Such was my experience reading When Data Comes Home: Next Steps in International Taxation’s Information Revolution (“When Data Comes Home”) by Shu-Yi Oei and Diane Ring.  Oei and Ring are frequent co-authors, writing on subjects ranging from taxation of the sharing economy like Uber and AirBnB, to the role of large scale financial information leaks like the Panama Papers, to the impact of the Tax Cuts and Jobs Act on reshaping the workplace environment. I mention this only to emphasize what emerges as the particular strength of Oei and Ring’s collaborations – they combine backgrounds and methodologies and apply them to areas of common interest to uncover patterns or trends that otherwise might remain hidden.  When Data Comes Home represents another successful example.

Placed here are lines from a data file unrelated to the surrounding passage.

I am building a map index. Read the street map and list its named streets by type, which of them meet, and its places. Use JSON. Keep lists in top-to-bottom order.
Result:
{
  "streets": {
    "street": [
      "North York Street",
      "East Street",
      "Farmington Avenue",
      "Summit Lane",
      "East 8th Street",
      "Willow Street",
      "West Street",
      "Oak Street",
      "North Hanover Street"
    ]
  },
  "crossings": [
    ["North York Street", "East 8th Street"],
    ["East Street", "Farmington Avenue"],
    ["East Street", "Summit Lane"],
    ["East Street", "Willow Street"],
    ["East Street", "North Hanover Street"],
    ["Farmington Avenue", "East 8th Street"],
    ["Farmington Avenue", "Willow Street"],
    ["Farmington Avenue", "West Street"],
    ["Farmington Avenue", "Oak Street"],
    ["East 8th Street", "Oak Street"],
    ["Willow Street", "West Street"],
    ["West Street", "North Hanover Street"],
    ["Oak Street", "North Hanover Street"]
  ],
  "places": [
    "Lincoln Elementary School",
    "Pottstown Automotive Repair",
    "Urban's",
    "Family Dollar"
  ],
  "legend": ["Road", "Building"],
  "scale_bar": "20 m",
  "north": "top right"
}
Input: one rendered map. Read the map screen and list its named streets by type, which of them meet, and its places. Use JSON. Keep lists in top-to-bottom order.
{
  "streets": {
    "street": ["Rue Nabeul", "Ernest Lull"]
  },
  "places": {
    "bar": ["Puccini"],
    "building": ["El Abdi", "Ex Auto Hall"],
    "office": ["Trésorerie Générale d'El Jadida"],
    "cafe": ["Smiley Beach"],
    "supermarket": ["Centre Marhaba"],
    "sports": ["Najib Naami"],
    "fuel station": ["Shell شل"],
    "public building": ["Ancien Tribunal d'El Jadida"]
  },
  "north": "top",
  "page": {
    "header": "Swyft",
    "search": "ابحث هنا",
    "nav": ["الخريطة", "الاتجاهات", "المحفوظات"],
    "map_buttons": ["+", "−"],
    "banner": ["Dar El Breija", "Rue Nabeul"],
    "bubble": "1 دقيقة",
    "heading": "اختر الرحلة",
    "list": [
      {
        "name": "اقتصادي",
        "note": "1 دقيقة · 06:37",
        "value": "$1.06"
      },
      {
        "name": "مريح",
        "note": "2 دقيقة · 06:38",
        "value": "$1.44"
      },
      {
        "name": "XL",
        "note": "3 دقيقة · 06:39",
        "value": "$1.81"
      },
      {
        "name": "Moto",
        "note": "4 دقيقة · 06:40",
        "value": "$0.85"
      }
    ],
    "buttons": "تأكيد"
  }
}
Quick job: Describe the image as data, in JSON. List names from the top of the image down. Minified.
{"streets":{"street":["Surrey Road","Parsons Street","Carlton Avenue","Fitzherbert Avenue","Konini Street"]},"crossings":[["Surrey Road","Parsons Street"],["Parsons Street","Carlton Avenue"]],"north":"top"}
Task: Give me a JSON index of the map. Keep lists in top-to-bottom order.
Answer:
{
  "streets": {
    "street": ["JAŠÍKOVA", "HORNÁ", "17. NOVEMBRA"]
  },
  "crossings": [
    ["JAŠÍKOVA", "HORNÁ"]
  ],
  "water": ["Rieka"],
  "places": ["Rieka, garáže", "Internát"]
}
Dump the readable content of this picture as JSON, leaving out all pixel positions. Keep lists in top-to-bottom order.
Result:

The article begins with a survey of recent developments in information sharing in the international tax regime.  Importantly it rejects a myopic focus on multinational efforts such as the OECD Harmful Tax Competition project and the Base Erosion and Profit Shifting (BEPS) projects and instead also incorporates unilateral efforts such as the US Foreign Accounts Tax Compliance Act (FATCA), bilateral agreements such as Tax Information Exchange Agreements (TIEAs), and even data leaks such as the Panama Papers.  While the article refers to these as Historical Events, in actuality the nominal survey of the past cleverly foreshadows the conceptual taxonomy to come, which the article refers to as Intersecting Forces.  Allowing the reader to discover how the Intersecting Forces seem to emerge inexorably from the Historical Events proves both effective and compelling.

The article would make a valuable contribution if it stopped there, but it moves on to take the important but challenging step of incorporating state-level interests and strategic interactions into the substantive taxonomy developed earlier.  While I admit to potential hyperbole, I believe this is the first article I have read (including my own) to pull off this move successfully.  The article deftly avoids two of the most common traps when doing so, neither resigning itself to a slippery slope of the inevitable failure of any international tax regime overwhelmed by the insatiable demands of each country’s domestic politics nor proposing another one-size fits all normative solution if countries agree.  While it may sound trivial at first, these common traps matter because an issue is one of international tax only if there are two or more sovereign states with potentially valid but competing claims to tax an item of income or taxpayer.  Absent two or more states, an issue nominally or appearing to be one of international tax ultimately collapses into one of domestic tax.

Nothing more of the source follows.